In his tribute to the Buhrs, Rick Cober Bauman (representing MCC Ontario and MennoHomes) said, “Look at these two. Beneath the veneer of civilization, they are actually rule breakers!” One of the rules they broke, Bauman said, was: “‘To make things happen, you have to push people out of the way.’ Quite to the contrary, Martin and Pauline Buhr have drawn people in as they have done their work.”

In his response Martin said, “Pauline and I have worked and volunteered together for most of our married life, so thanks for making this a ‘couple’ event.” Paraphrasing a quote by the winning coach of this year’s Super Bowl, he encouraged those present, “May you continue to climb any mountain you encounter.”

—Maurice Martin

Carman thrift shop refurbished

Carman, Man.

New signs and an additional 2,000 square feet of space make the new Carman MCC Thrift Store an inviting place to shop.

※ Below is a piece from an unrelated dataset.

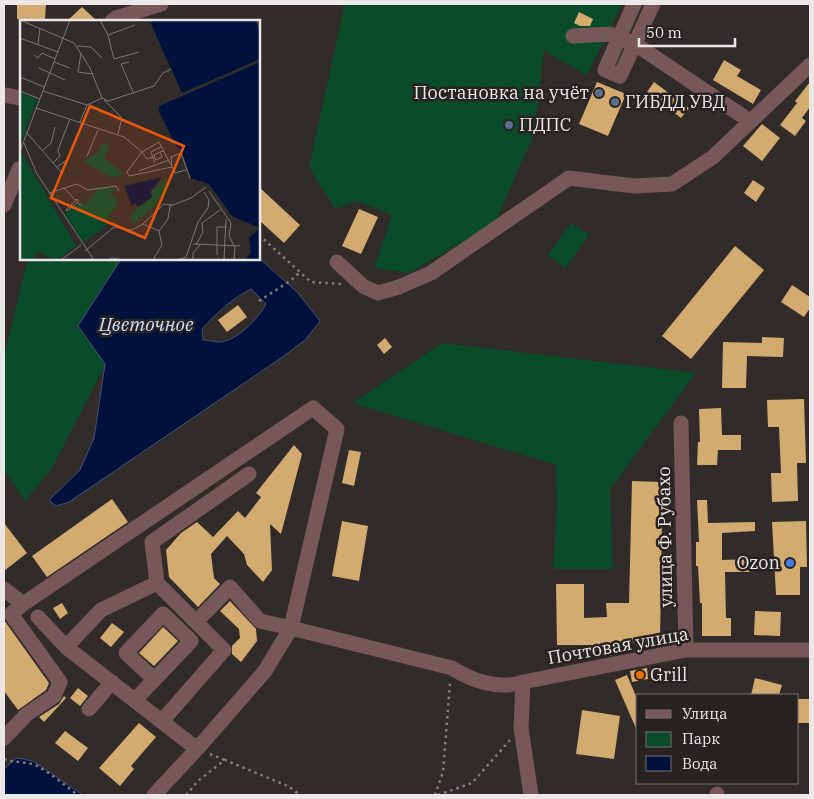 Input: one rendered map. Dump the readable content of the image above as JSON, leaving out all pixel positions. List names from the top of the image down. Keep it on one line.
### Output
{"streets":{"street":["улица Ф. Рубахо","Почтовая улица"]},"crossings":[["улица Ф. Рубахо","Почтовая улица"]],"water":["Цветочное"],"places":["Постановка на учёт","ГИБДД УВД","ПДПС","Ozon","Grill"],"legend":["Улица","Парк","Вода"],"scale_bar":"50 m"} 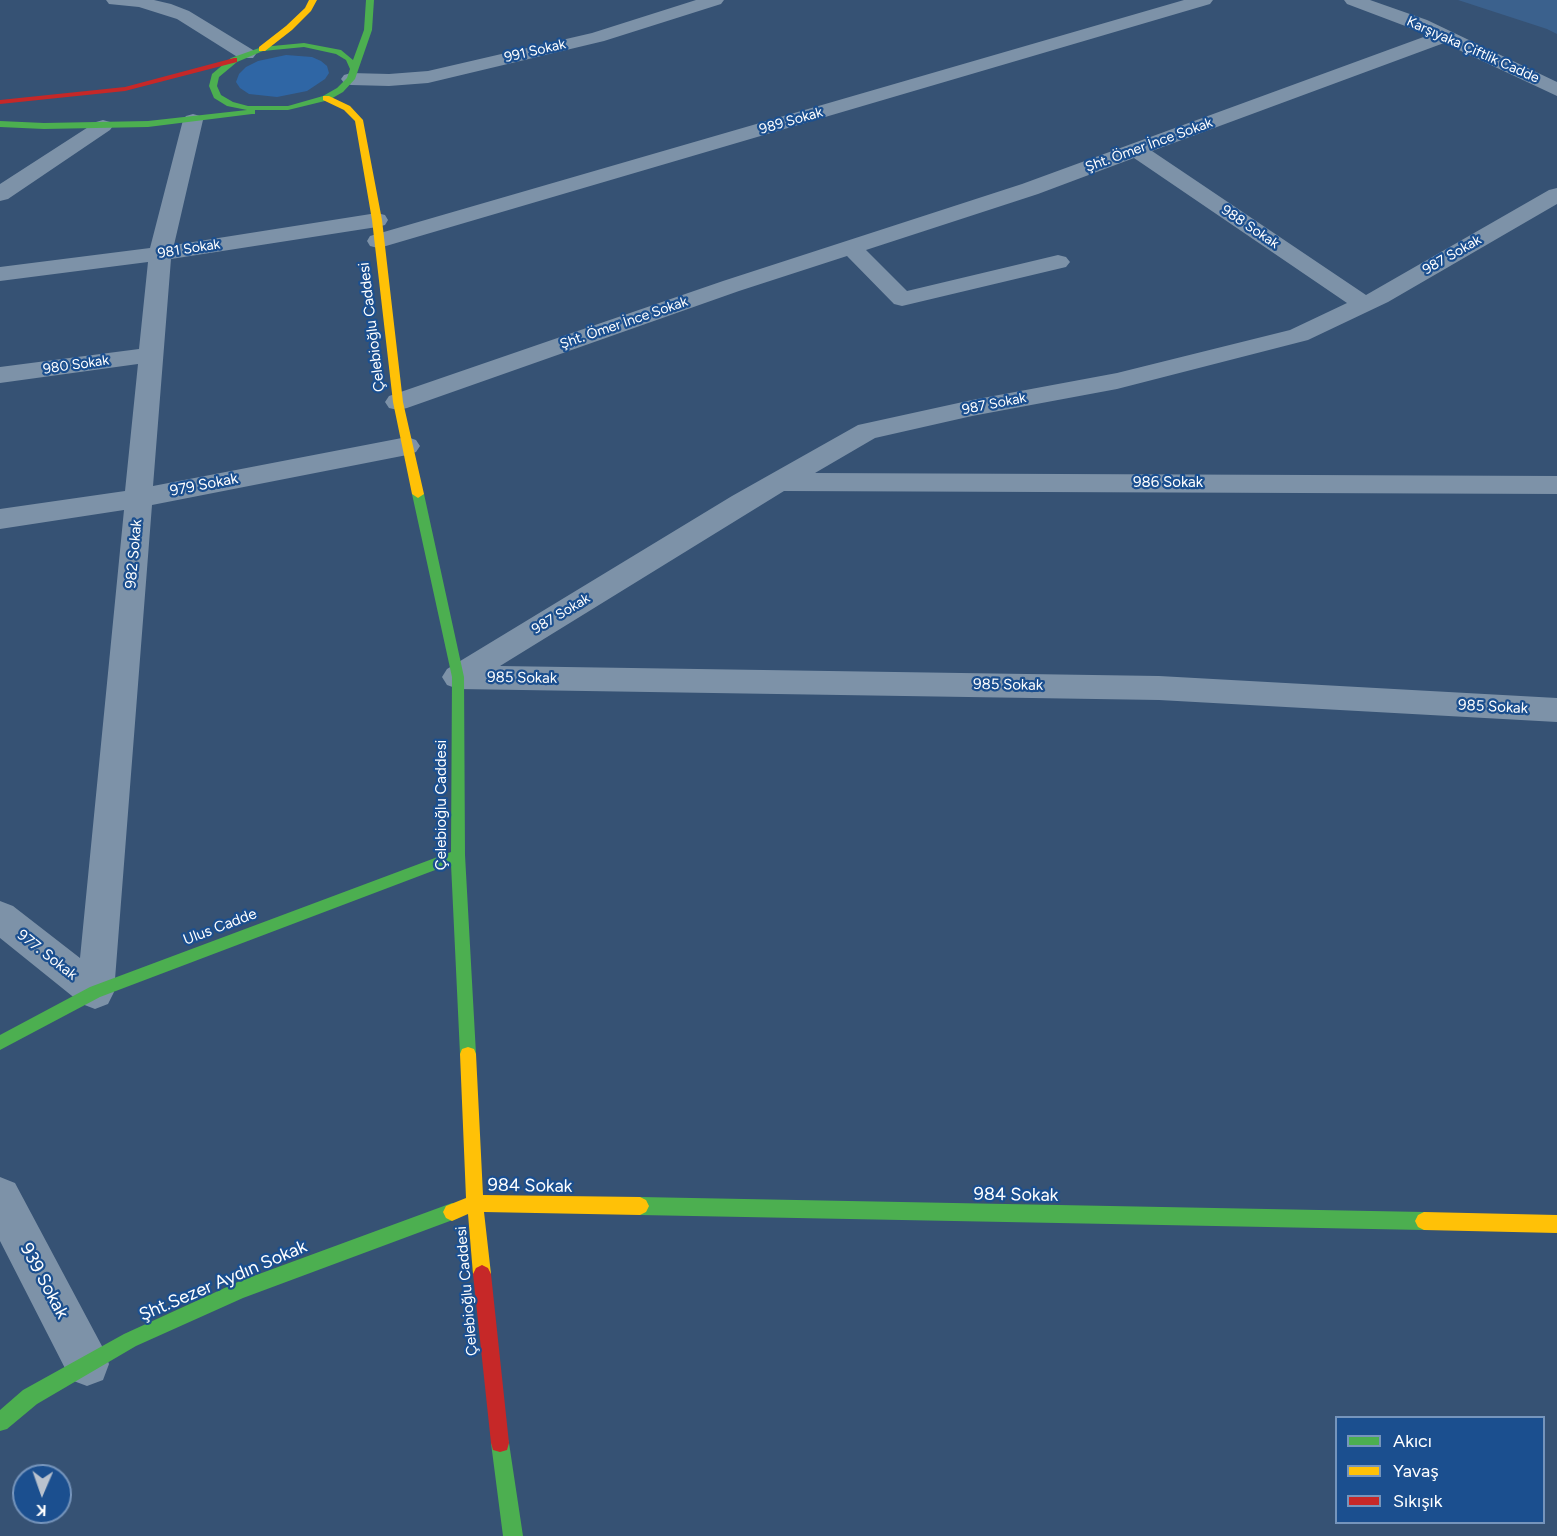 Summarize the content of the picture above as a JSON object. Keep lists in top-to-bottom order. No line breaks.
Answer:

More than $1 million has been raised by the Carman MCC Thrift Store in its 30 years of operation. “And that’s all by nickel and diming it,” said Caroline Elias, Carman store president. During this time, the small community has suffered some economic hard times, but the thrift shop has seen only steady growth. At the end of November, it moved into a new facility, which increased the store’s size by 2,000 square feet.

The expansion of the Carman store, part of a network of 108 shops across North America (58 of which are in Canada), presented a prime opportunity for implementing the new mission-based marketing plan that MCC hopes to introduce in all of its stores, explained Judy Dyck, Canadian coordinator for MCC Thrift Shops.

“Judy was thrilled with the store space and we were overwhelmed,” said Elias. “She encouraged us to spend; to do it right the first time. We probably wouldn’t have purchased brand new hardware. We would have just kept using what comes through the thrift store.”

For several volunteers, this was a difficult change, being accustomed to using only donated goods with all proceeds going directly to MCC, explained Elias as she offered tea from a salvaged kettle that took longer than the interview to heat up.

“Both Paul Friesen, MCC Manitoba Thrift Store coordinator, and Judy guaranteed us that if we changed the way the store operated, spent some money, and priced and carried out new merchandise every day, instead of once a week, our sales would increase,” said Elias. “This is proving to be true.”

Sales have increased steadily over the past four months since the changes were made—in stark contrast to the larger business community that, in the same time period, suffered a 20 percent loss in income, largely due to big box stores opening in a neighbouring community.

With 2,000 square feet of additional space the new store looks inviting. The store displays the new signage that is one component of the mission-based marketing plan for all MCC shops, explained Dyck. This sign package helps to communicate the mission of MCC to volunteers, customers and donors. “Customers are pleased to discover ‘where in the world their purchase makes a difference,’” she said. New shelving, tasteful displays and spacious areas all help to give the store a fresh, new image that keeps bringing customers back.

One area of the new store that volunteers are particularly proud of is the library. A large corner—complete with carpet, couch, rocking chair and lamps—invites customers to pull a book off the shelf or a magazine from the rack and take a break from their shopping. It’s a quiet comfortable oasis.

“We get a lot of compliments,” said Elias. “We hear, ‘We have never seen a second-hand store like this.’”

The average age of the volunteers is 65. Getting more and younger volunteers remains a challenge, as it does across the country, where the median age of the current volunteer force for all the shops is 69.

“Strategies for recruiting the next generation continue to be developed,” said Dyck.

In Carman, youth groups and women’s groups from some of the churches help with rag cutting. In this community of approximately 3,000, volunteers come from over 10 different denominations.

“The store is breaking down barriers between people,” said Elias.

With an aging volunteer base, some of the changes are difficult to adjust to, said Elias. “We have to run our thrift shop more like a business now, rather than as a church organization.”